The bus we ended up with?

… was the one aboard which we’ve been careening, stifling, down the rainy mountain asphalt luge.

He was a popular guy.

    At some point I did get to talk to that young lady, astonishingly enough. As we talked her beautiful toddler daughter watched and commented from time to time and became very much a part of our conversation, scrambling back and forth between our laps. I think I tilted my seat back in the dark and she reached for me. Momma looked over and said, “Is it OK?”

    “Yes.” and, in a moment of life that floats free of all time, independent of all geography, that child came to me and lay upon my chest … and fell softly asleep. I can still feel her heartbeat and the sweet, clear warmth of her at my heart, the small arms akimbo and the hands at rest on my shoulders, my chest as her pillow.

    It transfixes me to this day. There is no language adequate to offer the … I’m sorry, I wish there was another word, this one being so very overused … utter profundity of those hours.

… and through the night, naps and brief glimpses of dark interior and streams of light flashing, a beautiful child slept in utter trust in safety, her heart upon my heart.

In the sunny next morning, mother and child reached their destination and left our grimy trudge.

    In Savannah I got off the bus. My sparkling “Parade” dress whites looked like I had successfully camouflaged myself in a dust pile, or had perhaps just wrestled someone on the floor of an abandoned factory. We were headed for Jacksonville. I was nearing Florida.

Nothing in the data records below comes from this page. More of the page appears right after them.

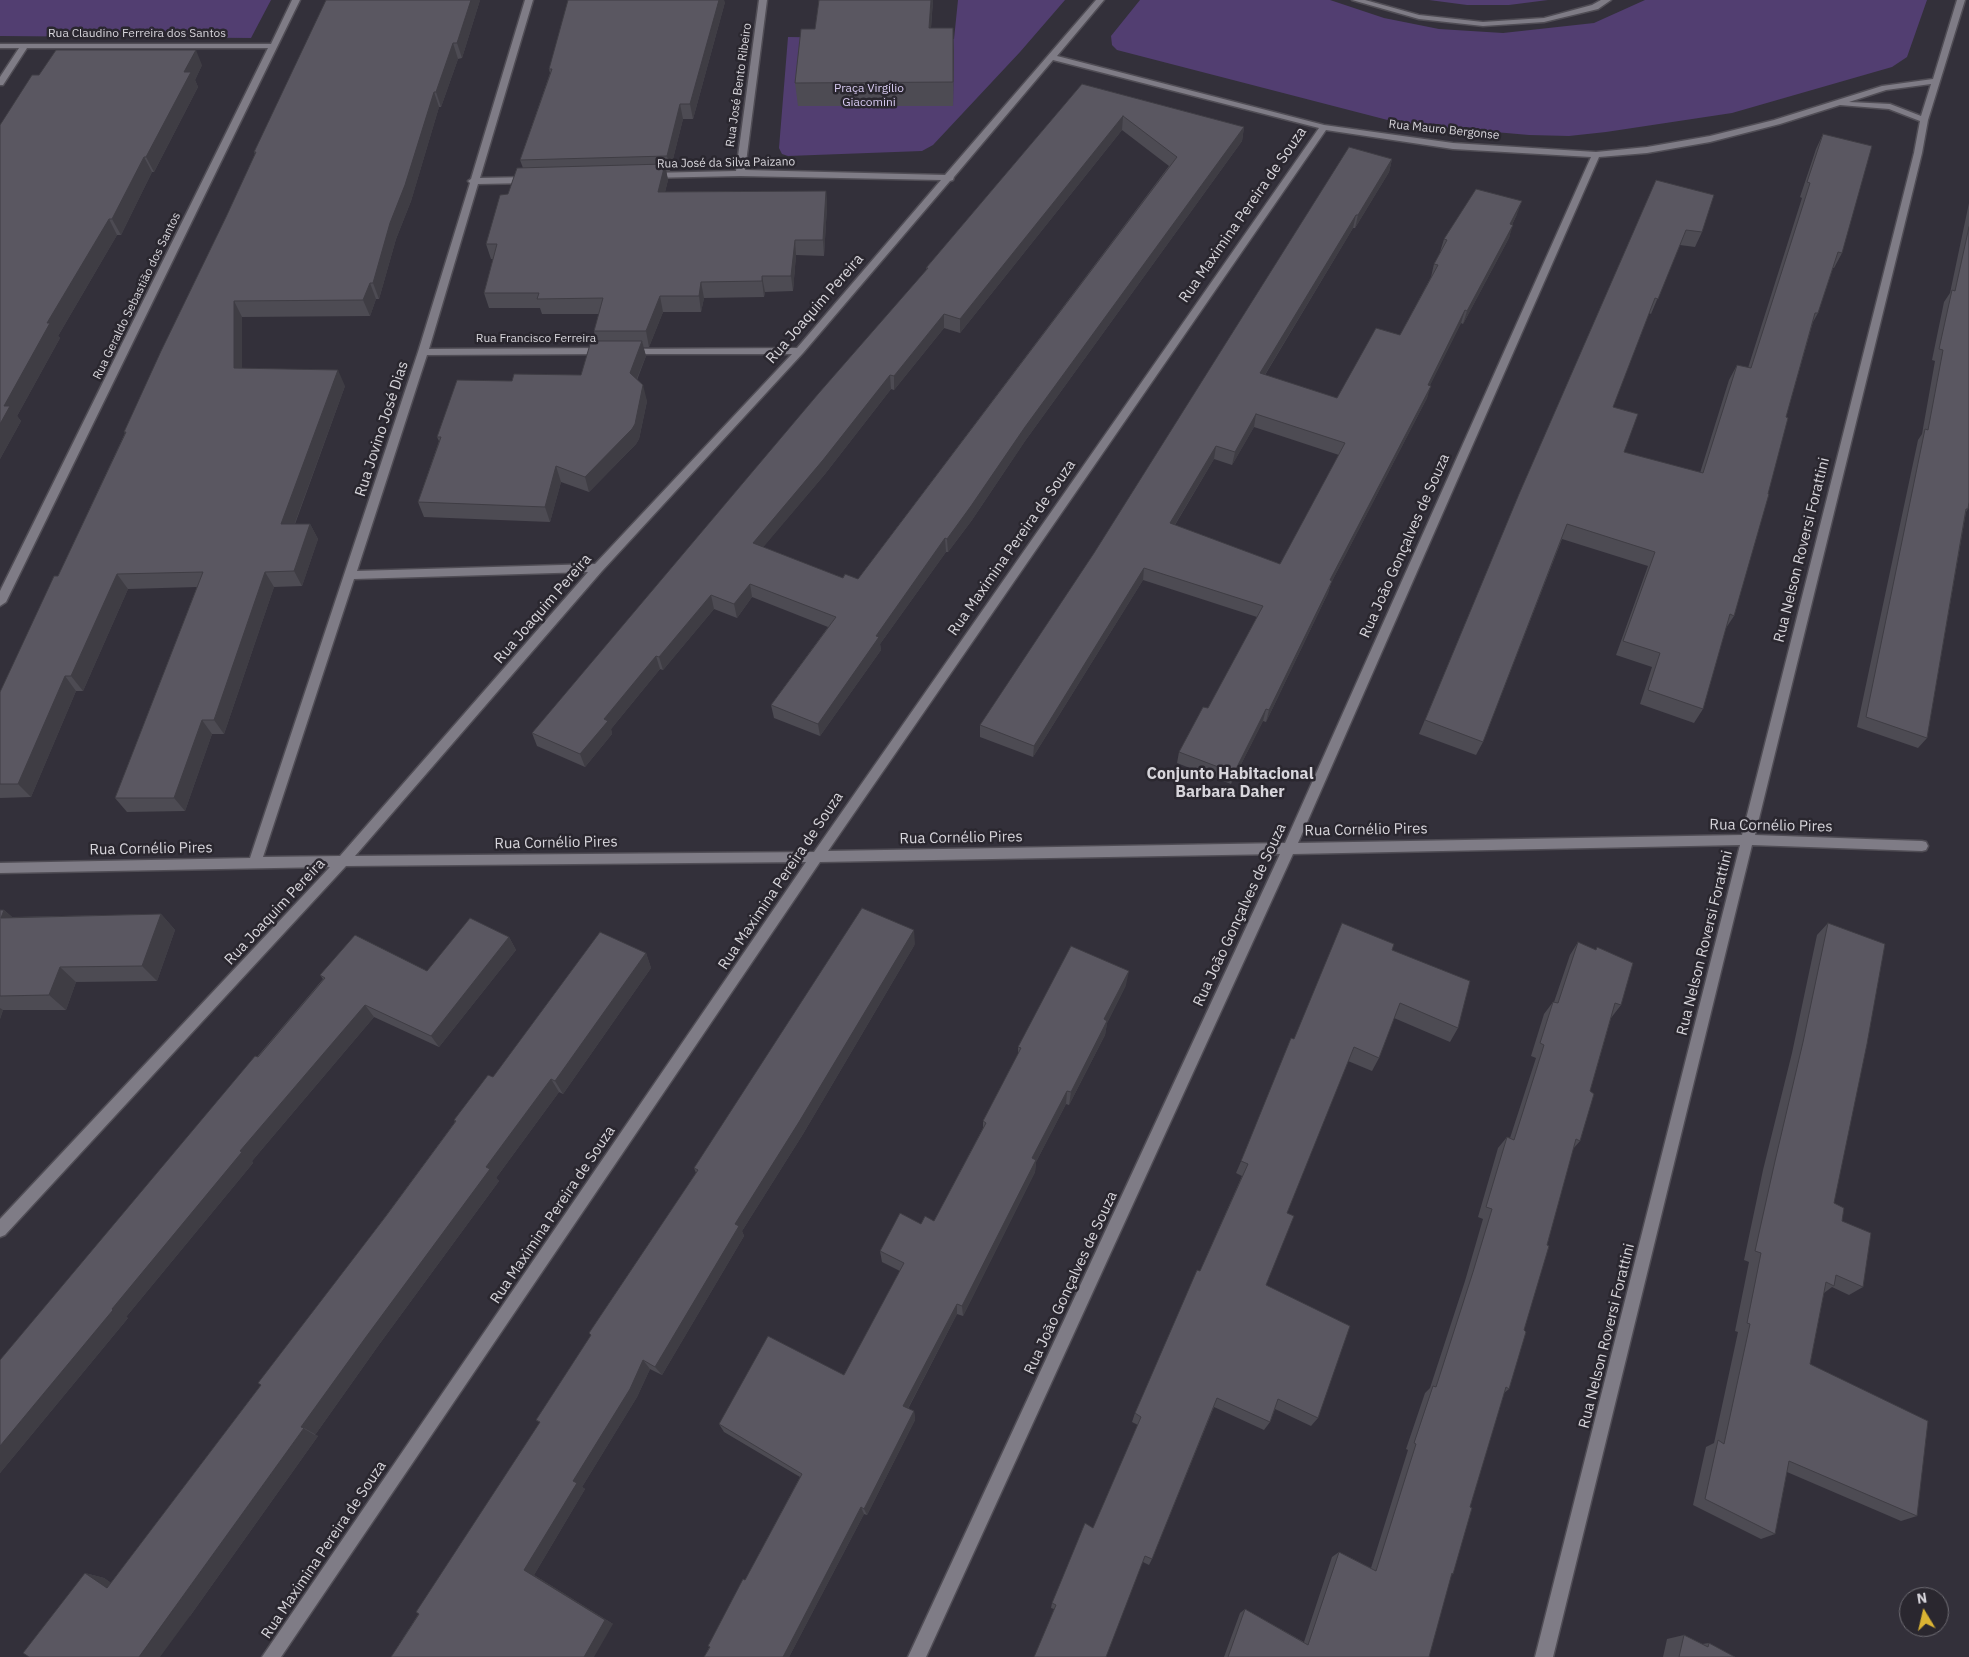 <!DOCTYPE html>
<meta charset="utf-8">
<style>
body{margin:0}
#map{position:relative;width:1969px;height:1657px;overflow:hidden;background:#33303a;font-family:"IBM Plex Sans",sans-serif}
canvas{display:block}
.north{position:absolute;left:1899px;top:1587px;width:50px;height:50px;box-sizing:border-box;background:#2a272f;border:1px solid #6f6d74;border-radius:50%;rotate:351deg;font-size:14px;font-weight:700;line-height:20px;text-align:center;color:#d7d5db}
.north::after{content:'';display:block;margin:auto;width:18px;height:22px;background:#dab333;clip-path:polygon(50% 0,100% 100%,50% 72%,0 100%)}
</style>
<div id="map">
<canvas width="1969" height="1657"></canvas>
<div class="north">N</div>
</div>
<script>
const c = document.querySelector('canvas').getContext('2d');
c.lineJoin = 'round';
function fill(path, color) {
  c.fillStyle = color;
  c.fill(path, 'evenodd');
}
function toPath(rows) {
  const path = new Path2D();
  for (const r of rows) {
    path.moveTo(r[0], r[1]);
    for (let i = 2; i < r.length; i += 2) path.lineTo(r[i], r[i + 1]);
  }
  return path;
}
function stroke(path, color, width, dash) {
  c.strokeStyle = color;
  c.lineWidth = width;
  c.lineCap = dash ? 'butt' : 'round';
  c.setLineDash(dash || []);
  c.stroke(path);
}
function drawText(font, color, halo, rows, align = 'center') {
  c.font = font + ' "IBM Plex Sans",sans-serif';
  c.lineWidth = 5;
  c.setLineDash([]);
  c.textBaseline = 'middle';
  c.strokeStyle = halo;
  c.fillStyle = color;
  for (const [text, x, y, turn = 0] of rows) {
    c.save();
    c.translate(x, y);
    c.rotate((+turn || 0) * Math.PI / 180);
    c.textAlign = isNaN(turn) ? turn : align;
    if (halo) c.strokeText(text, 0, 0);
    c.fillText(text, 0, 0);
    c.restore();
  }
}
const green = toPath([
 [0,0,271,0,251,38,0,36],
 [958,0,1065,0,1020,52,933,145,922,151,788,156,782,154,779,148,788,37,954,39],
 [1140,0,1330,0,1384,18,1439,29,1503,33,1594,23,1645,0,1927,0,1907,57,1892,67,1732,113,1606,132,1569,136,1529,135,1403,124,1117,50,1112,45,1111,36],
 [1429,0,1548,0,1509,5,1467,5]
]);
const minor = toPath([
 [292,0,300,0,6,602,0,606,0,591,268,48,27,48,3,85,0,85,0,77,19,48,0,48,0,44,271,44,292,0],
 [525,0,533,0,480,178,530,177,534,180,530,183,478,184,429,349,605,348,610,351,605,354,427,355,357,571,595,564,792,354,628,354,625,353,625,349,797,348,941,180,740,176,647,178,646,176,650,173,736,171,759,0,767,0,745,170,945,175,1096,0,1104,0,1057,56,1324,125,1453,143,1596,152,1647,147,1710,136,1774,120,1882,86,1933,79,1957,0,1965,0,1928,120,1922,153,1755,835,1922,841,1926,842,1928,846,1926,850,1922,851,1752,845,1553,1657,1535,1657,1740,845,1293,854,926,1657,908,1657,1280,854,820,862,281,1657,262,1657,806,862,346,866,5,1235,0,1237,0,1219,330,867,0,873,0,863,250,858,418,352,470,183,468,181,471,179,525,0],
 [1053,60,1319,128,814,852,355,856,602,571,803,353,950,181,953,180,954,177,1053,60],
 [1931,84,1921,116,1890,104,1849,102,1886,90,1931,84],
 [1840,105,1889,109,1920,121,1914,153,1742,835,1298,843,1599,157,1647,153,1710,142,1780,124,1840,105],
 [1326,130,1453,149,1591,157,1285,843,828,851,1326,130],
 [588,572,340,856,263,857,354,579,588,572],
 [1352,0,1365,0,1419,15,1483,22,1544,18,1592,5,1601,0,1611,0,1598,9,1544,22,1483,26,1419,19,1352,0]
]);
const wall = toPath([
 [480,0,462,58,458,59,441,107,439,107,411,201,396,239,379,299,376,299,370,316,242,317,242,368,345,386,295,524,310,524,318,539,302,586,274,587,224,734,212,734,185,811,127,812,115,798,197,587,128,589,83,691,76,691,31,797,0,798,0,692,58,576,125,433,124,432,226,217,255,154,254,152],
 [819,0,933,0,931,28,954,51,953,106,798,106,795,83,815,29],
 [725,2,693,119,683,119,670,171,666,171,668,180,665,192,826,191,827,206,824,256,796,255,793,291,765,292,764,297,704,298,701,312,663,312,649,347,643,347,646,356,637,380,647,401,639,439,636,444,589,492,561,482,550,522,424,517,418,502,439,441,437,437,512,381,581,375,596,341,594,331,599,314,542,314,540,308,489,308,484,293,493,259,491,259,486,244,508,194,523,168,520,160,550,73,549,69],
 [202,65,195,80,198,87,154,172,152,172,121,235,117,235,58,336,60,338,17,416,21,421,0,459,0,125],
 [1082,84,1244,127,1242,141,1025,441,972,520,948,552,946,552,880,644,881,650,820,736,774,718,771,705,828,627,752,597,737,618,714,609,663,670,660,669,611,729,612,734,585,767,537,746,532,733,927,270,926,268],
 [1122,130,1169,166,858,579,843,578,763,547,825,474,891,389,894,390,944,328,960,333],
 [1823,134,1842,253,1834,268,1833,268,1818,313,1813,322,1786,417,1734,616,1726,628,1703,709,1694,723,1640,704,1652,667,1616,655,1648,566,1562,539,1483,742,1476,755,1419,734,1519,494,1656,180,1702,232,1695,247,1680,245,1651,314,1649,313,1613,407,1624,452,1700,473,1729,380,1737,365,1748,368,1802,198,1800,197,1816,149],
 [1392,159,1389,172,1355,228,1353,228,1265,375,1337,398,1400,335,1431,277,1434,264,1441,252,1440,252,1444,239,1517,214,1512,225,1509,238,1463,324,1461,323,1430,385,1427,398,1331,583,1328,593,1266,722,1263,721,1231,784,1177,763,1179,752,1208,708,1257,617,1143,580,1033,757,980,737,980,725],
 [1254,427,1339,455,1280,564,1175,525,1214,459,1232,465],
 [1969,203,1969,502,1968,509,1966,512,1927,738,1918,748,1857,727,1918,440,1922,434,1935,361,1932,360,1944,302,1950,293],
 [0,910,4,910,12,917,161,914,175,930,157,981,76,982,66,1010,3,1010,0,1019],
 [1828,923,1834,1203,1842,1221,1863,1287,1849,1295,1832,1287,1824,1293,1810,1364,1917,1516,1901,1521,1787,1472,1775,1534,1761,1539,1693,1505,1706,1447,1714,1443,1738,1332,1735,1331,1749,1262,1744,1260,1763,1170,1792,1053,1817,935],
 [509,937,516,950,439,1047,374,1017,252,1161,253,1163,126,1317,128,1318,0,1473,0,1360,323,979,320,975,427,971],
 [1578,942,1621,1005,1611,1018,1590,1091,1580,1141,1573,1149,1524,1330,1509,1389,1504,1393,1470,1507,1453,1574,1451,1575,1429,1657,1224,1657,1240,1613,1245,1609,1304,1642,1332,1557,1339,1552,1371,1568,1408,1450,1406,1449,1425,1393,1430,1388,1465,1281,1483,1219,1478,1217,1498,1148,1507,1137,1510,1138,1536,1058,1531,1056,1544,1014,1553,1002,1554,1002,1570,955],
 [915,944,803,1134,742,1231,744,1236,662,1375,650,1369,637,1397,582,1487,585,1489,534,1575,613,1624,391,1657,540,1423,536,1420,591,1336,589,1333,696,1173,694,1168],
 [1392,950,1458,1028,1450,1042,1394,1018,1379,1058,1372,1071,1348,1061,1287,1213,1266,1285,1318,1418,1311,1426,1275,1409,1270,1422,1264,1430,1214,1407,1152,1559,1149,1565,1143,1562,1054,1609,1051,1608,1052,1603,1093,1528,1138,1425,1132,1422,1135,1413,1200,1271,1242,1176,1236,1173,1294,1039],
 [646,953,651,968,563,1094,559,1092,496,1178,499,1181,378,1346,315,1435,318,1436,190,1616,85,1573,104,1578,111,1583,261,1385,455,1122,454,1120,493,1077],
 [1126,985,1107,1023,1105,1035,1069,1105,1066,1104,1036,1162,1035,1172,963,1316,957,1314,908,1409,914,1411,915,1420,867,1515,864,1514,789,1657,704,1657,800,1477,724,1432,719,1424,844,1375,900,1271,882,1262,880,1251,921,1224,934,1221,983,1128,983,1121,1018,1054,1018,1047],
 [1684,1635,1702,1644,1709,1643,1735,1657,1663,1657,1667,1639]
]);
const shadedWall = toPath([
 [471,0,480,0,462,58,457,43],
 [719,0,724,0,725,2,693,119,690,104],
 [931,0,933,0,929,51,929,28],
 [953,28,954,51,953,106],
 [453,43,458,59,441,107,436,92],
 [196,50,202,65,195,80,198,87,154,172,146,157,184,72],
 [434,92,439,107,411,201,396,239,379,299,373,283,390,223],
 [680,104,683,119,670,171,667,156],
 [1123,116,1122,130,960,333,960,319],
 [1244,127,1242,141,1025,441,972,520,948,552,947,539,1025,427],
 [144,157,152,172,121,235,112,219],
 [1392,159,1389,172,1355,228,1358,215],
 [665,164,668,180,661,208,658,192],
 [826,191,827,206,824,256,823,240],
 [1522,201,1517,214,1506,237,1510,224],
 [1356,215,1353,228,1258,386,1260,373],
 [109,219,117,235,58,336,60,338,17,416,21,421,0,459,0,424,4,406,47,323],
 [1513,225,1509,238,1463,324,1467,311],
 [795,240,796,255,793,291,791,276],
 [762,276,765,292,764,297,762,281],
 [701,282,704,298,701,312,699,296],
 [370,283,376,299,370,316,363,300],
 [660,296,663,312,649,347,646,331],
 [234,301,242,317,242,384,234,368],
 [1465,310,1461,323,1424,397,1428,385],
 [944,314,944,328,894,390,894,376],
 [642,341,646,356,633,388,630,373],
 [338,370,345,386,289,539,281,524],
 [890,375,891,389,825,474,755,557,753,543],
 [643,385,647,401,639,439,636,444,589,492,585,477],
 [1431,386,1427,398,1331,583,1328,593,1266,722,1269,710,1330,580],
 [1256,414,1254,427,1232,465,1235,452],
 [1216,446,1214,459,1168,536,1170,523],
 [556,466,561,482,550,522,545,507],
 [310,524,318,539,302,586,294,571],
 [945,538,946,552,880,644,881,650,820,736,818,724,876,636],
 [1144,568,1143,580,1033,757,1034,746],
 [265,572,274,587,224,734,214,720],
 [117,574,128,589,83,691,71,676],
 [750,584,752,597,737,618,734,604],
 [711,595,714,609,663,670,659,657],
 [656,656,660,669,611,729,612,734,585,767,580,754,604,719],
 [65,676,76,691,31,797,18,784],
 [1266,709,1263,721,1231,784,1234,773],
 [202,720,212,734,185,811,174,798],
 [4,910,21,925,1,918],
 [161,914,175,930,157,981,142,966],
 [914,930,915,944,803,1134,742,1231,744,1236,662,1375,655,1367,735,1224],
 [509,937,516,950,439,1047,431,1036],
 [646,953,651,968,563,1094,555,1081],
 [60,967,76,982,66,1010,49,995],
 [1129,971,1126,985,1107,1023,1105,1035,1069,1105,1071,1092,1104,1019],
 [365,1005,374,1017,252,1161,253,1163,126,1317,128,1318,0,1473,0,1446,240,1151],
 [0,1008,3,1010,0,1019],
 [551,1079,559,1092,496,1178,499,1181,378,1346,315,1435,301,1427,486,1167],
 [1067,1091,1066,1104,1036,1162,1035,1172,963,1316,962,1306,1032,1158],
 [957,1304,957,1314,905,1414,903,1406],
 [643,1360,650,1369,637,1397,582,1487,585,1489,534,1575,613,1624,594,1657,584,1657,524,1570,573,1481],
 [914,1411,915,1420,867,1515,864,1509],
 [304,1428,318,1436,190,1616,160,1657,139,1657],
 [861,1507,864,1514,789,1657,783,1657],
 [85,1573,104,1578,126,1593,107,1588]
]);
const building = toPath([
 [326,0,471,0,457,43,453,43,436,92,434,92,405,185,390,223,373,283,370,283,363,300,234,301,234,368,338,370,281,524,310,524,294,571,265,572,214,720,202,720,174,798,115,798,203,572,117,574,71,676,65,676,18,784,0,784,0,692,54,576,58,576,126,432,124,432,161,351,226,217,256,152,254,152,326,0],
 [568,0,719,0,690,104,680,104,667,156,520,160,552,69,549,69,568,0],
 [819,0,931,0,929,28,953,28,953,82,795,83,801,29,815,29,819,0],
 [56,50,196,50,184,72,191,72,146,157,144,157,112,219,109,219,47,323,50,323,4,406,10,406,0,424,0,125,32,75,39,75,56,50],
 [1082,84,1244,127,1025,427,971,506,947,539,945,538,876,636,879,637,818,724,771,705,836,617,750,584,734,604,711,595,659,657,656,656,604,719,608,721,580,754,532,733,818,394,928,268,926,268,1082,84],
 [1123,116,1177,157,858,579,845,574,843,578,753,543,823,460,890,375,894,376,944,314,960,319,1123,116],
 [1823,134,1872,146,1842,253,1838,252,1818,313,1815,313,1786,417,1788,418,1768,494,1769,494,1734,616,1730,614,1703,709,1648,690,1660,653,1623,641,1655,552,1567,524,1483,742,1425,720,1519,494,1656,180,1714,195,1702,232,1686,230,1658,299,1655,298,1613,407,1638,414,1624,452,1703,473,1737,365,1751,368,1810,183,1807,182,1823,134],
 [1349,147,1392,159,1358,215,1356,215,1260,373,1337,398,1376,328,1400,335,1438,265,1434,264,1447,240,1444,239,1476,189,1522,201,1510,224,1513,225,1467,311,1465,310,1428,385,1431,386,1330,580,1332,581,1269,710,1266,709,1234,773,1179,752,1203,707,1208,708,1263,606,1144,568,1034,746,980,725,1094,553,1349,147],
 [1256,414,1345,443,1280,564,1170,523,1216,446,1235,452,1256,414],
 [665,164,658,192,826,191,823,240,795,240,791,276,762,276,762,281,701,282,699,296,660,296,646,331,594,331,603,298,537,299,539,293,484,293,497,244,486,244,500,195,508,194,517,168,665,164],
 [1969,227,1969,502,1968,509,1966,509,1927,738,1866,717,1925,429,1928,430,1943,350,1939,349,1952,290,1955,291,1969,227],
 [591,341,642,341,630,373,643,385,635,424,632,429,585,477,556,466,545,507,418,502,441,437,437,437,457,380,512,381,514,374,581,375,591,341],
 [862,908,914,930,799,1122,735,1224,739,1226,655,1367,643,1360,630,1389,573,1481,577,1483,524,1570,605,1620,584,1657,391,1657,419,1614,416,1612,540,1422,536,1420,591,1335,589,1333,698,1170,694,1168,862,908],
 [0,910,4,910,1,918,161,914,142,966,60,967,49,995,0,996,0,910],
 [470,918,509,937,431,1036,365,1005,240,1151,242,1152,112,1309,113,1310,0,1446,0,1360,255,1056,258,1057,325,978,320,975,355,935,427,971,470,918],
 [1342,923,1394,944,1392,950,1470,981,1458,1028,1400,1003,1379,1058,1354,1047,1287,1213,1294,1216,1266,1285,1350,1326,1318,1418,1278,1399,1270,1422,1217,1398,1152,1559,1145,1556,1106,1657,1034,1657,1056,1605,1052,1603,1085,1523,1093,1528,1141,1417,1135,1413,1197,1270,1200,1271,1248,1164,1241,1161,1291,1038,1294,1039,1342,923],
 [1828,923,1885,944,1867,1044,1834,1203,1844,1208,1842,1221,1871,1233,1863,1287,1836,1275,1834,1286,1826,1282,1810,1364,1928,1421,1917,1516,1789,1461,1775,1534,1705,1499,1718,1440,1724,1444,1750,1324,1747,1323,1761,1253,1755,1251,1775,1161,1803,1042,1828,923],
 [600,932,646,953,555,1081,551,1079,486,1167,490,1169,366,1337,301,1427,304,1428,139,1657,29,1657,23,1653,85,1573,107,1588,261,1385,258,1383,386,1216,456,1121,454,1120,488,1075,493,1077,600,932],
 [1578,942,1596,950,1597,947,1633,963,1621,1005,1615,1003,1590,1091,1594,1094,1580,1141,1576,1139,1547,1245,1549,1246,1524,1330,1526,1332,1509,1389,1506,1387,1470,1507,1472,1508,1453,1574,1452,1573,1429,1657,1228,1657,1245,1609,1308,1645,1339,1552,1376,1571,1416,1444,1414,1443,1433,1386,1436,1387,1473,1272,1492,1209,1486,1207,1507,1137,1514,1140,1544,1045,1540,1043,1553,1002,1558,1003,1578,942],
 [1071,946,1129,971,1104,1019,1107,1021,1071,1092,1067,1091,1032,1158,1036,1160,962,1306,957,1304,903,1406,914,1411,864,1509,861,1507,783,1657,704,1657,710,1647,708,1646,743,1579,745,1580,802,1474,719,1424,768,1336,844,1375,904,1263,880,1251,900,1213,921,1224,925,1216,934,1221,986,1123,983,1121,1021,1048,1018,1047,1071,946],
 [1684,1635,1708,1647,1709,1643,1735,1657,1679,1657,1684,1635]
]);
const farStreetnames = [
 ["Rua Claudino Ferreira dos Santos",137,34],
 ["Rua José Bento Ribeiro",739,85,-82],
 ["Rua Mauro Bergonse",1444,130,6],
 ["Rua José da Silva Paizano",726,163,-1],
 ["Rua Geraldo Sebastião dos Santos",137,296,-64],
 ["Rua Francisco Ferreira",536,339]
];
const farParknames = [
 ["Praça Virgílio",869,89],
 ["Giacomini",869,103]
];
const streetNames = [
 ["Rua Maximina Pereira de Souza",1243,215,-55],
 ["Rua Joaquim Pereira",815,309,-49],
 ["Rua Jovino José Dias",382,429,-72],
 ["Rua João Gonçalves de Souza",1405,546,-66],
 ["Rua Maximina Pereira de Souza",1012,548,-55],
 ["Rua Nelson Roversi Forattini",1802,550,-76],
 ["Rua Joaquim Pereira",543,609,-49],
 ["Rua Cornélio Pires",1771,826,1],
 ["Rua Cornélio Pires",1366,830,-1],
 ["Rua Cornélio Pires",961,838,-1],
 ["Rua Cornélio Pires",556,843,-1],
 ["Rua Cornélio Pires",151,849,-1],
 ["Rua Maximina Pereira de Souza",781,881,-56],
 ["Rua Joaquim Pereira",275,912,-47],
 ["Rua João Gonçalves de Souza",1240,915,-65],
 ["Rua Nelson Roversi Forattini",1705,943,-76],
 ["Rua Maximina Pereira de Souza",553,1215,-56],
 ["Rua João Gonçalves de Souza",1071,1283,-65],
 ["Rua Nelson Roversi Forattini",1607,1336,-76],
 ["Rua Maximina Pereira de Souza",324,1550,-56]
];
const neighbourhoodNames = [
 ["Conjunto Habitacional",1230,774],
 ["Barbara Daher",1230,792]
];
fill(green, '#523e71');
stroke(minor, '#504d55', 3);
fill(minor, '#7f7c86');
fill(wall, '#4d4b53');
fill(shadedWall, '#3f3d44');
fill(building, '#5a5761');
stroke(building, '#3f3d44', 1);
drawText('12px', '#d7d5db', '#2a272f', farStreetnames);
drawText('12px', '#d7caf1', '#2a272f', farParknames);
drawText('15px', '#d7d5db', '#2a272f', streetNames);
drawText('bold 16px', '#d7d5db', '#2a272f', neighbourhoodNames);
</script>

“How long between Jacksonville and Tampa?”

“Eight hours.”

… another “night in th’ box.” (“Cool Hand Luke” reference … One of the perks of being on a ship is they send you first-run flicks … which we projected on a screen on the fantail and all lounged around on the deck and lay in hammocks to watch … “Cool Hand Luke” … at sea, at night … but, I both digress … and get over a year ahead of myself … try that … ;<)

    No … fucking … way! That particular shit is NOT happening!! I am NOT reaching Jacksonville deep in the second dark night of this now fetid, rumpled and bone-weary trek and still have eight …hours … to ride.

I found a phone.

    “Hey … It’s John … look … I’m leaving Savannah in just a little while headed for Jacksonville? I am getting OFF … THIS FUCKING BUS … in Jacksonville. If you’re there, I’d VERY much like a ride home. If not … I’ll WALK!!”

    So, I never got my ride in the Weyerhaeuser corporate jet, but their top Florida account manager and his wife swept from Brandon across the Florida summer late night in his company “limo” to Jacksonville, met me and carried me home.

    I changed uniforms in a toilet stall in the bus station “Men’s Room” in Savannah, a feat that required the balance of a Wallenda and the balletic precision of a Nureyev, and arrived in Jacksonville for the “Marine Reception” in starched, creased whites and only sliiiiiightly scuffed “spit” shined Drills, shouldering a regulation-rolled sea bag, gripping an AWOL bag with the crossed, bayoneted Springfield rifles of the United States Coast Guard Recruit Training Center Honor Guard emblazoned thereupon, a suitably raked “salty” hat, and a freshly-melted, blown-wide-open heart, of which, incredibly upon reflection, I remained almost utterly unaware for many, many ensuing years.

… and that, I guess, was the end of that beginning.